Five things for pharma marketers to know: Monday, April 6

Pfizer
Pfizer

Pfizer regional president Diem Nguyen said he doesn't expect the FDA to determine biosimilar interchangeability anytime soon in comments he made at the recent Goldman Sachs Biosimilars Conference. “The FDA has been falling short in terms of how they define interchangeability at this point, but certainly one of those aspects is that [there is not going to be] one decision for all of the biosimilars,” BioPharma-Reporter wrote. Currently an interchangeable biological product may be substituted for a reference product without the intervention of a healthcare provider, according to the Biologics Price Competition and Innovation Act.

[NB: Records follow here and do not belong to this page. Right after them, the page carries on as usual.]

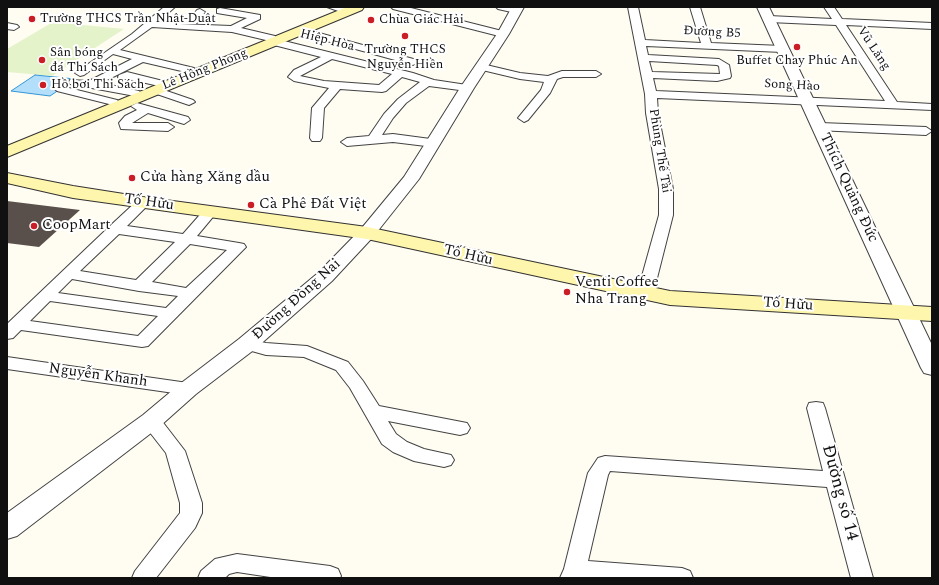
<!DOCTYPE html>
<meta charset="utf-8">
<style>
body{margin:0}
#map{position:relative;width:939px;height:585px;overflow:hidden;background:#fffcf2;font-family:Spectral,serif}
canvas{display:block}
.frame{position:absolute;inset:0;border:8px solid #101010;pointer-events:none}
</style>
<div id="map">
<canvas width="939" height="585"></canvas>
<div class="frame"></div>
</div>
<script>
const ctx = document.querySelector('canvas').getContext('2d');
ctx.lineJoin = 'round';
function fillPath(path, color) { ctx.fillStyle = color; ctx.fill(path, 'evenodd'); }
const poly = rows => new Path2D(rows.map(r => 'M' + r).join(''));
function trace(path, color, width, dash) { ctx.strokeStyle = color; ctx.lineWidth = width; ctx.lineCap = dash ? 'butt' : 'round'; ctx.setLineDash(dash || []); ctx.stroke(path); }
function write(font, color, halo, rows, align = 'center') {
  ctx.font = font + ' Spectral,serif'; ctx.lineWidth = 4; ctx.setLineDash([]); ctx.textBaseline = 'middle'; ctx.strokeStyle = halo; ctx.fillStyle = color; for (const [text, x, y, turn = 0] of rows) {
    ctx.save(); ctx.translate(x, y); ctx.rotate((+turn || 0) * Math.PI / 180); ctx.textAlign = isNaN(turn) ? turn : align; if (halo) ctx.strokeText(text, 0, 0); ctx.fillText(text, 0, 0); ctx.restore();
  }
}
fillPath(poly([
 [53,22,124,29,52,76,7,72,7,49]
]), '#e5f3cb');
const water = poly([
 [35,75,75,79,50,96,11,91,35,75]
]);
fillPath(water, '#b3dffa');
trace(water, '#3496d7', 1);
fillPath(poly([
 [7,201,80,210,39,247,7,243]
]), '#59504b');
const minor = poly([
 [164,7,175,7,158,22,179,24,174,21,176,19,190,19,197,10,200,9,205,12,196,24,180,24,231,26,247,18,217,13,217,9,220,8,260,15,260,19,241,28,275,36,276,39,413,73,434,80,467,85,473,88,467,91,429,86,406,103,393,118,382,135,393,134,438,140,440,143,438,146,434,147,393,142,347,146,341,142,347,138,369,136,384,114,398,99,420,82,402,77,386,91,382,92,340,89,324,108,322,138,320,141,312,141,310,138,312,108,329,88,294,81,288,77,294,70,321,57,270,44,270,41,232,32,152,27,120,50,194,68,195,70,190,73,143,62,101,83,139,91,141,93,139,95,135,96,70,84,69,82,70,80,89,81,132,59,113,54,84,75,80,76,75,73,132,34,164,7],
 [332,59,392,74,379,85,324,81,300,76,332,59],
 [327,7,344,7,346,9,341,12,327,7],
 [391,7,407,7,506,32,508,34,503,37,393,9,391,7],
 [496,7,515,7,521,10,516,13,498,9,496,7],
 [628,7,638,7,645,40,701,43,690,7,700,7,711,43,782,46,787,49,782,52,646,46,648,55,719,59,729,65,731,76,730,78,717,81,653,78,656,91,885,101,836,25,769,22,764,19,769,16,832,19,824,7,834,7,842,19,932,23,932,29,846,25,897,102,932,104,932,110,657,98,658,113,673,189,673,215,653,294,651,297,645,299,639,297,637,294,659,215,659,189,646,113,645,94,628,7],
 [649,61,717,65,719,66,720,74,652,72,649,61],
 [7,23,17,25,19,27,14,30,7,29,7,23],
 [301,28,417,60,418,62,413,65,298,33,296,31,301,28],
 [482,64,520,73,548,76,562,71,596,71,601,74,596,77,563,77,557,79,550,93,528,120,524,122,518,118,541,90,544,82,520,79,478,69,477,67,482,64],
 [127,72,163,81,164,83,159,86,128,79,119,79,118,77,119,75,127,72],
 [61,86,117,100,119,102,113,105,57,91,55,89,61,86],
 [155,87,193,100,195,102,189,105,151,92,149,90,155,87],
 [137,103,188,117,190,120,184,124,148,113,132,123,168,123,174,127,168,131,121,129,119,123,125,116,137,110,131,106,137,103],
 [820,123,926,127,932,131,926,135,816,130,814,127,816,124,820,123],
 [143,199,148,200,150,203,127,226,183,234,205,209,210,208,215,209,217,212,197,236,239,243,244,244,246,247,148,346,142,347,21,330,13,338,7,339,7,324,110,226,138,200,143,199],
 [119,234,175,242,136,280,80,271,119,234],
 [190,244,227,250,186,288,152,282,190,244],
 [72,279,139,291,178,296,166,308,58,293,72,279],
 [50,301,158,316,138,336,30,321,50,301],
 [247,339,266,343,307,346,348,362,363,381,379,406,467,423,470,428,467,433,460,435,388,421,396,434,407,442,424,449,451,455,454,460,451,465,444,467,414,461,393,452,382,444,350,388,336,370,304,357,266,355,241,348,238,344,241,340,247,339],
 [7,357,188,383,194,385,197,389,194,393,188,395,7,369,7,357],
 [816,402,823,403,825,408,873,578,851,578,827,487,610,471,608,475,588,561,682,568,690,571,693,578,560,578,564,569,588,473,598,458,605,456,823,471,807,408,809,403,816,402],
 [151,414,158,416,185,451,202,503,202,513,195,528,156,578,132,578,135,571,180,513,180,503,166,453,141,421,144,416,151,414],
 [237,554,330,566,338,569,341,576,340,578,277,578,237,572,229,574,225,578,198,578,201,571,215,559,237,554]
]);
const tertiary = poly([
 [512,7,524,7,509,34,474,88,419,179,373,237,332,281,255,349,196,394,159,427,17,536,7,539,7,513,143,415,180,384,239,339,318,273,361,229,404,177,460,88,497,34,512,7],
 [757,7,769,7,932,345,932,375,924,373,921,368,757,7]
]);
const secondary = poly([
 [347,7,364,7,362,10,7,157,7,146,347,7],
 [7,173,73,186,143,197,367,227,670,291,932,307,932,321,670,305,367,239,73,198,7,183,7,173]
]);
trace(minor, '#434343', 2);
trace(tertiary, '#434343', 2);
trace(secondary, '#323232', 2);
fillPath(minor, '#fff');
fillPath(tertiary, '#fff');
fillPath(secondary, '#fff6ad');
for (const [x, y, r, color] of [
 [32,19,4,"#ca1d25"],
 [371,20,4,"#ca1d25"],
 [405,36,4,"#ca1d25"],
 [797,47,4,"#ca1d25"],
 [42,60,4,"#ca1d25"],
 [43,85,4,"#ca1d25"],
 [132,178,4,"#ca1d25"],
 [251,205,4,"#ca1d25"],
 [34,226,4,"#ca1d25"],
 [567,292,4,"#ca1d25"]
]) { const dot = new Path2D(); dot.arc(x, y, r, 0, 2 * Math.PI); ctx.fillStyle = color; ctx.fill(dot); trace(dot, '#fff', 1.5); }
write('13px', '#101010', '#fff', [
 ["Trường THCS Trần Nhật Duật",40,19],
 ["Chùa Giác Hải",379,20],
 ["Trường THCS",405,50,"center"],
 ["Nguyễn Hiền",405,65,"center"],
 ["Sân bóng",50,53],
 ["đá Thi Sách",50,68],
 ["Buffet Chay Phúc An",797,61,"center"],
 ["Hồ bơi Thi Sách",51,85]
], 'left');
write('13px', '#101010', '#fff', [
 ["Đường B5",712,33,3],
 ["Hiệp Hòa",327,41,14],
 ["Vũ Lăng",873,49,56],
 ["Lê Hồng Phong",205,70,-22],
 ["Song Hào",792,86,3],
 ["Phùng Thế Tài",659,151,81]
]);
write('15px', '#101010', '#fff', [
 ["Cửa hàng Xăng dầu",140,178],
 ["Cà Phê Đất Việt",259,205],
 ["CoopMart",42,226],
 ["Venti Coffee",575,283],
 ["Nha Trang",575,300]
], 'left');
write('15px', '#101010', '#fff', [
 ["Thích Quảng Đức",848,188,65],
 ["Tố Hữu",149,203,8],
 ["Tố Hữu",468,256,13],
 ["Đường Đồng Nai",297,300,-42],
 ["Tố Hữu",788,305,4],
 ["Nguyễn Khanh",98,376,8]
]);
write('18px', '#101010', '#fff', [
 ["Đường số 14",839,493,75]
]);
</script>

AARP launched an initiative—Project Catalyst—that will evaluate health apps and devices used by consumers ages 50 years old and older. The project includes collaborations with Pfizer and UnitedHealthcare. The first study, run by Georgia Tech Research Institute, will test six sleep- and activity-tracking devices over six weeks. The study hopes to evaluate how technology is meeting older users' needs and where there may be areas of improvement, according to MedCityNews.

Bristol-Myers Squibb entered into a collaboration with Dutch biotech UniQure to develop gene therapies for cardiovascular diseases. The agreement includes UniQure's congestive heart failure gene platform, which aims to restore the heart's ability to create S1000A1—a calcium sensor protein that helps to regulate heart function. BMS will pay $50 million upfront per the terms of the deal.

Curis received orphan-drug designation for CUDC-907, its treatment for diffuse large-B cell lymphoma (DLBCL). DLBCL is an aggressive form of non-Hodgkin lymphoma. The drugmaker plans to move to Phase-II trials in the second half of this year. The American Cancer Society estimates that there will be 71,850 new cases of non-Hodgkin lymphoma in the US in 2015.

Pradaxa is vying for its fourth indication as a treatment for the prophylaxis of deep vein thrombosis and pulmonary embolisms in patients who have had hip surgery. Boehringer Ingelheim filed the supplemental New Drug Application for Pradaxa based on two Phase-III trials, which the FDA accepted. Pradaxa was first approved in 2010 for reducing the risk of stroke and systemic embolism in patients with nonvalvular atrial fibrillation.